Como datos meteorológicos que rompen sus propios récords desde que hay registro, el pasado día 15 la temperatura política de nuestro país alcanzó niveles no recordados desde que echó andar nuestra democracia: una jornada aciaga, un jueves negro. Un par de jornadas más como esta y estaremos hablando de descomposición de nuestro régimen constitucional. Hace cuatro días, esto hubiera sonado a injustificado alarmismo. Hoy, en cambio, hay auténtica alarma ante la aceleración de la crisis de nuestras instituciones.
En estas circunstancias, lo primero es saber cómo hemos llegado hasta aquí, pues solo el conocimiento de lo que nos ha pasado puede permitirnos enderezar la situación. No se trata de rastrear el origen último de todos los males que hoy nos acechan. Basta centrarse en lo más reciente, es decir, en la cuestión de la provisión de la renovación de los órganos constitucionales.
En el origen de esta dimensión de la crisis constitucional en la que nos hallamos se sitúa una de las convicciones peor fundadas que conozco: la de que los 88 diputados del Partido Popular en el Congreso tienen sin más la capacidad, por sí mismos y sin ayuda de nadie, de bloquear la elección de 10 vocales del Consejo General del Poder Judicial por parte de una Cámara integrada por 350 diputados. Una irresponsabilidad de este calibre no está en las solas manos de ese grupo parlamentario. Y está lleno de interrogantes lo que puedan ganar otros grupos parlamentarios al sumarse a un comportamiento prima facie tan ajeno a la lealtad constitucional como sería el decidido propósito de hacer fracasar cualquier debate en el seno de la Cámara que pudiera conducir a un acuerdo en torno a 10 nombres. Pero la cuestión es esta: los pronósticos más o menos fundados que puedan hacerse respecto del éxito o el fracaso de un proceso de designación son independientes del inexcusable deber de ponerlo en marcha por parte de la presidencia y Mesa de la Cámara.
Cierto es que las cosas son más complicadas en la otra Cámara, pero también es cierto que esa mayor dificultad no impide la entrada en plenitud de funciones de la mitad del Consejo así renovada (artículo 570 de la Ley Orgánica del Poder Judicial). En el fondo de todo esto se encuentran unos hábitos mentales de los dos grandes partidos acostumbrados a distribuirse la composición del Consejo, descartando de entrada cualquier hipótesis distinta a la del tradicional acuerdo entre ambos.
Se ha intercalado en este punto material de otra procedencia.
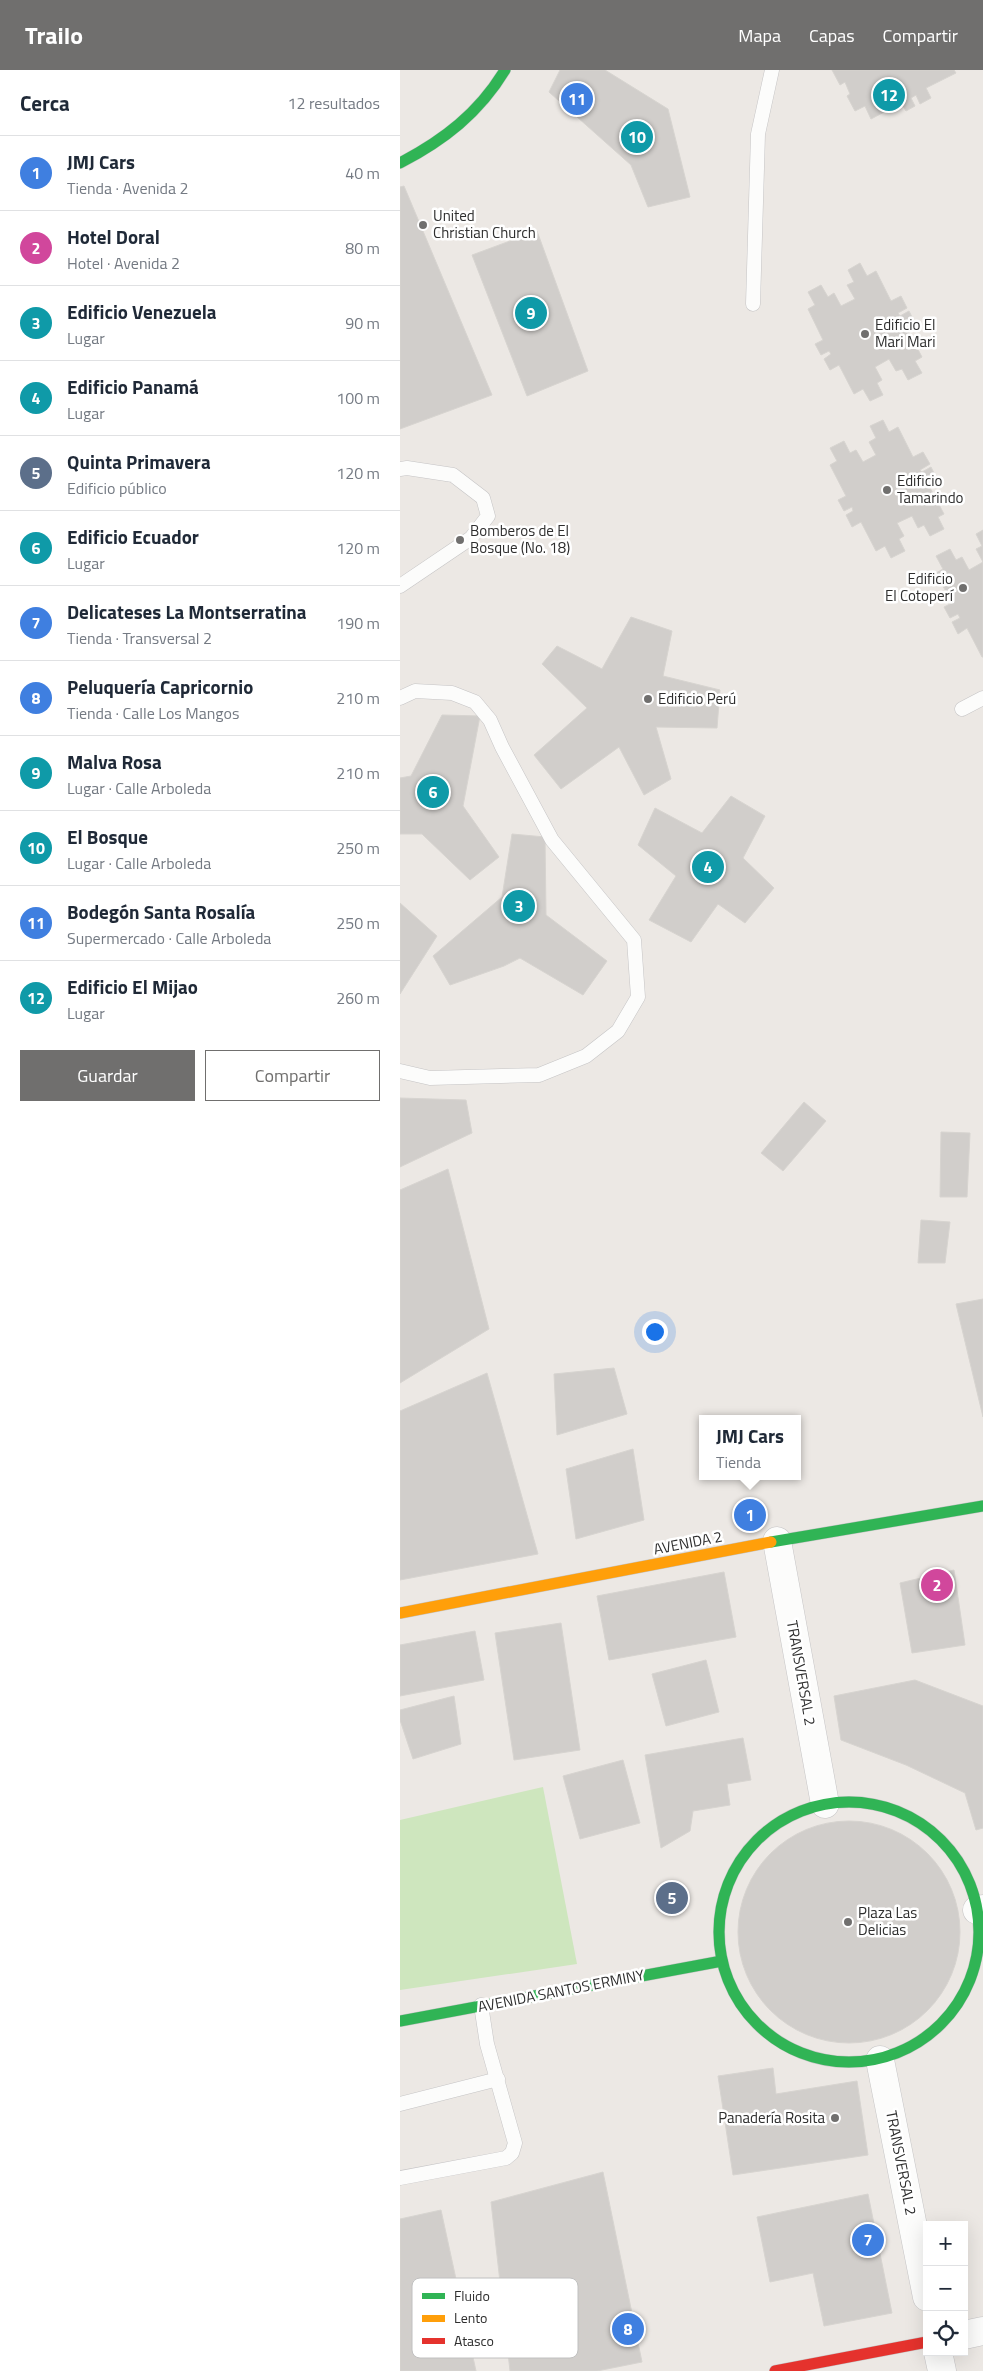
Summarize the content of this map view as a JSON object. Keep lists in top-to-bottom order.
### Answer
{
  "streets": {
    "street": ["AVENIDA 2", "TRANSVERSAL 2", "AVENIDA SANTOS ERMINY"]
  },
  "crossings": [
    ["AVENIDA 2", "TRANSVERSAL 2"]
  ],
  "places": [
    "United Christian Church",
    "Edificio El Mari Mari",
    "Edificio Tamarindo",
    "Bomberos de El Bosque (No. 18)",
    "Edificio El Cotoperí",
    "Edificio Perú",
    "Plaza Las Delicias",
    "Panadería Rosita"
  ],
  "legend": ["Fluido", "Lento", "Atasco"],
  "page": {
    "header": "Trailo",
    "nav": ["Mapa", "Capas", "Compartir"],
    "heading": ["Cerca", "12 resultados"],
    "pins": [
      "12",
      "11",
      "10",
      "9",
      "6",
      "4",
      "3",
      "1",
      "2",
      "5",
      "7",
      "8"
    ],
    "list": [
      {
        "mark": "1",
        "name": "JMJ Cars",
        "note": "Tienda · Avenida 2",
        "value": "40 m"
      },
      {
        "mark": "2",
        "name": "Hotel Doral",
        "note": "Hotel · Avenida 2",
        "value": "80 m"
      },
      {
        "mark": "3",
        "name": "Edificio Venezuela",
        "note": "Lugar",
        "value": "90 m"
      },
      {
        "mark": "4",
        "name": "Edificio Panamá",
        "note": "Lugar",
        "value": "100 m"
      },
      {
        "mark": "5",
        "name": "Quinta Primavera",
        "note": "Edificio público",
        "value": "120 m"
      },
      {
        "mark": "6",
        "name": "Edificio Ecuador",
        "note": "Lugar",
        "value": "120 m"
      },
      {
        "mark": "7",
        "name": "Delicateses La Montserratina",
        "note": "Tienda · Transversal 2",
        "value": "190 m"
      },
      {
        "mark": "8",
        "name": "Peluquería Capricornio",
        "note": "Tienda · Calle Los Mangos",
        "value": "210 m"
      },
      {
        "mark": "9",
        "name": "Malva Rosa",
        "note": "Lugar · Calle Arboleda",
        "value": "210 m"
      },
      {
        "mark": "10",
        "name": "El Bosque",
        "note": "Lugar · Calle Arboleda",
        "value": "250 m"
      },
      {
        "mark": "11",
        "name": "Bodegón Santa Rosalía",
        "note": "Supermercado · Calle Arboleda",
        "value": "250 m"
      },
      {
        "mark": "12",
        "name": "Edificio El Mijao",
        "note": "Lugar",
        "value": "260 m"
      }
    ],
    "buttons": ["Guardar", "Compartir"],
    "popup": ["JMJ Cars", "Tienda"],
    "map_buttons": ["+", "−"]
  }
}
Y unos usos parlamentarios que reducen la actividad parlamentaria a la estricta emisión de un voto de sentido preestablecido (véase los artículos de Manuela Carmena en EL PAÍS de 28 de octubre de 2020 y de 2 de noviembre de este año, exhortando repetidamente a dar una oportunidad a la dinámica parlamentaria, sin el menor eco).
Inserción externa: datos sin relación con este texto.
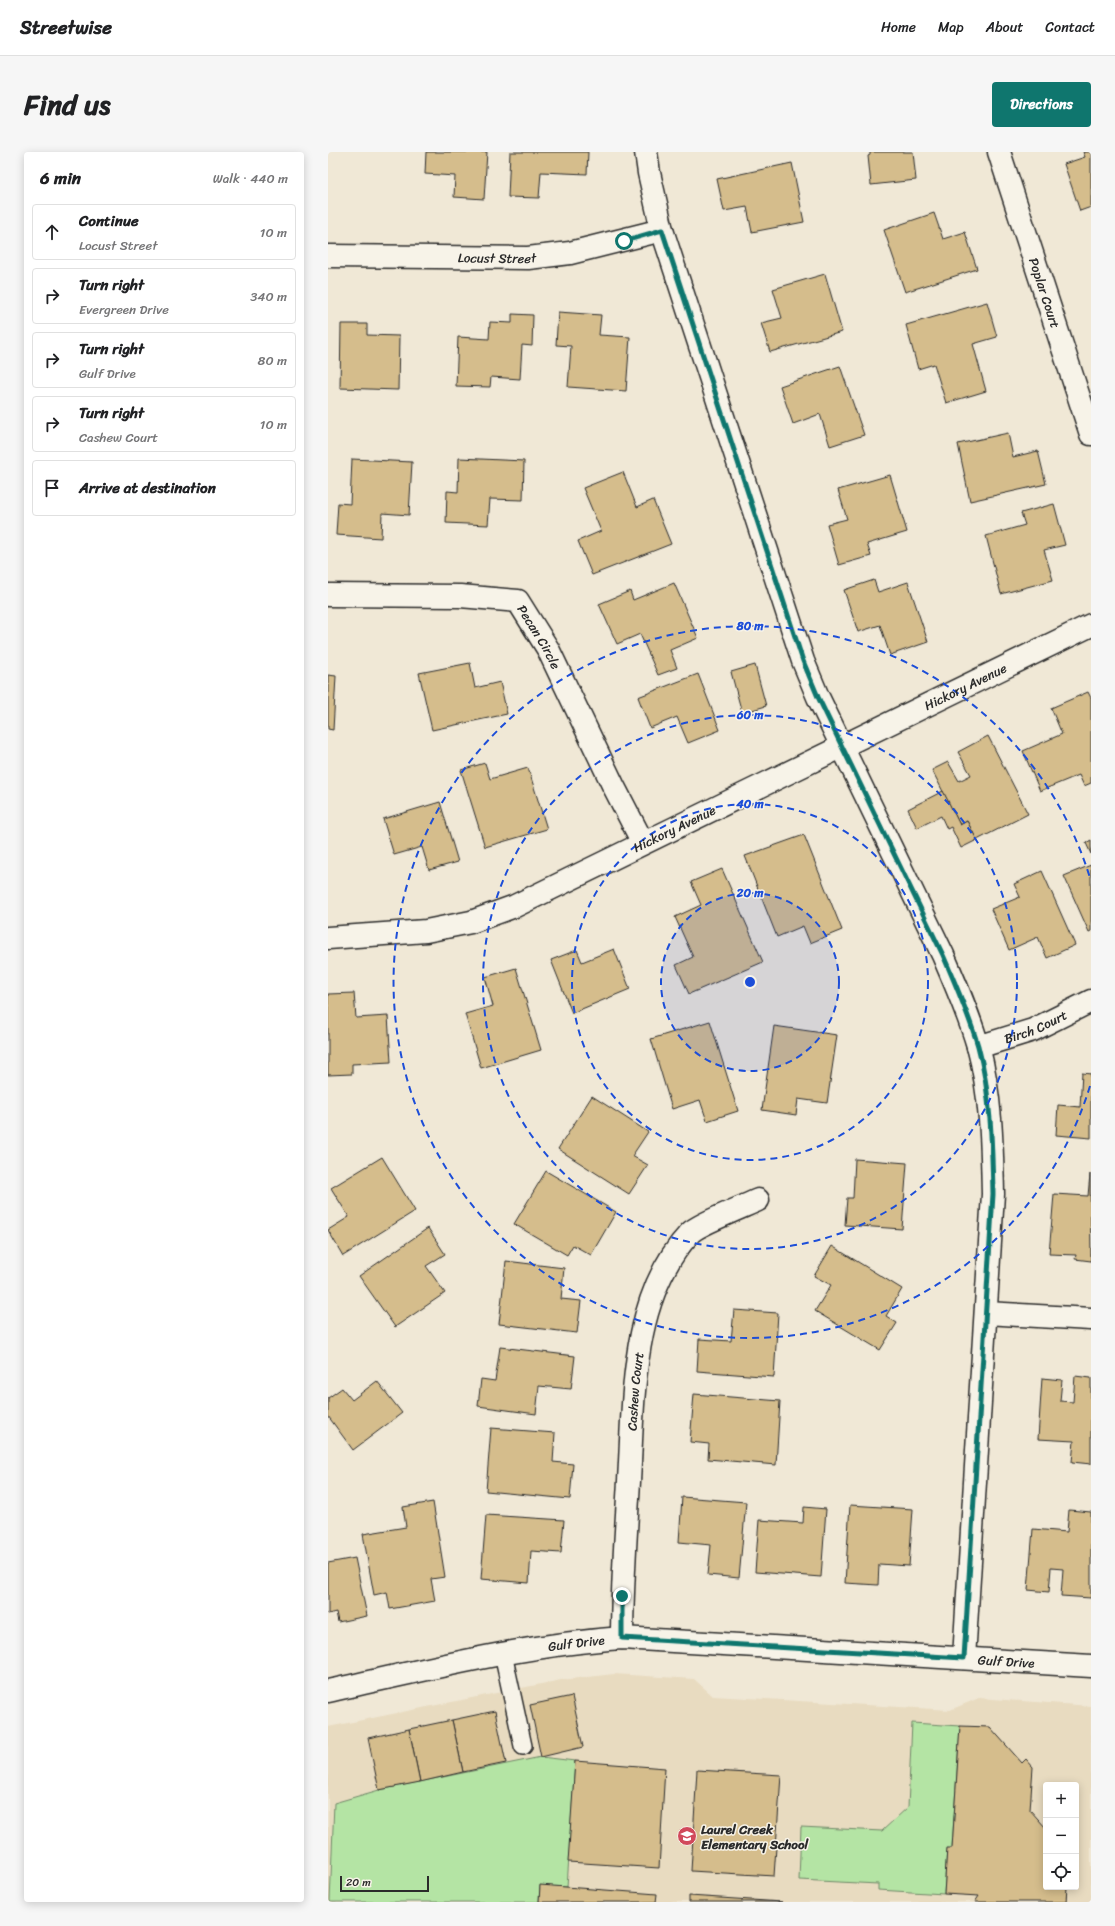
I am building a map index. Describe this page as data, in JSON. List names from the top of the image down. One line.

Dicho todo lo anterior, es irrefutable que, en el terreno de los hechos, el Partido Popular ha estado en situación de impedir, como de hecho ha impedido, la renovación del Consejo General del Poder Judicial con consecuencias deletéreas: a partir de ese bloqueo de la renovación del Consejo, se han venido sucediendo atropelladas reformas en nuestras leyes orgánicas. Así, se han cercenado facultades del Consejo directamente derivadas de la Constitución, cual es la provisión de dos puestos en el Tribunal Constitucional. Entretanto, el Tribunal Constitucional, reclamado su veredicto al efecto, ha optado por no dar prioridad al asunto. Con la consecuencia, cuando el tiempo se echa encima, de una posterior devolución al Consejo de esa específica competencia de nombramiento. Y la consecuencia, a su vez, de más legislación orgánica, imponiendo la tramitación de los referidos nombramientos en plazos que las Cámaras ni piensan en aplicarse a sí mismas. Con el resultado, finalmente, de una exasperante reacción de arrastre de pies por parte de una fracción del Consejo. Y así hasta llegar a unas apresuradas enmiendas en curso que pretenden acabar con la actual situación de impasse, incursas sin embargo en problemas de constitucionalidad.
En paralelo, se ha instalado la para mí extraña noción de que el constituyente configuró la ordenación de la renovación del Tribunal Constitucional sobre la base de unos “tercios” imaginados como entelequias respecto de los que cualquier ruptura sería anatema. Lo que se traduce a efectos prácticos en que, mientras no haya designación por el Consejo del Poder Judicial de los dos puestos en el Tribunal Constitucional cuya provisión les corresponde, la de los dos puestos encomendados al Gobierno queda congelada. Cuando la realidad es que ese tercer tercio integrado en la cadencia de renovación del órgano, a diferencia de los otros dos, ya está dividido por la propia voluntad del constituyente, al confiar cada grupo de dos a un órgano constitucional distinto, ambos plenamente autónomos el uno del otro en el desempeño de sus respectivas funciones. La referida noción ha calado sin embargo lo suficiente como para que el Gobierno no se haya decidido a proveer a la parte de la renovación a la que está obligado sino de forma tardía, con el añadido de la introducción de innecesarios elementos de polémica en lo que al contenido de su opción se refiere.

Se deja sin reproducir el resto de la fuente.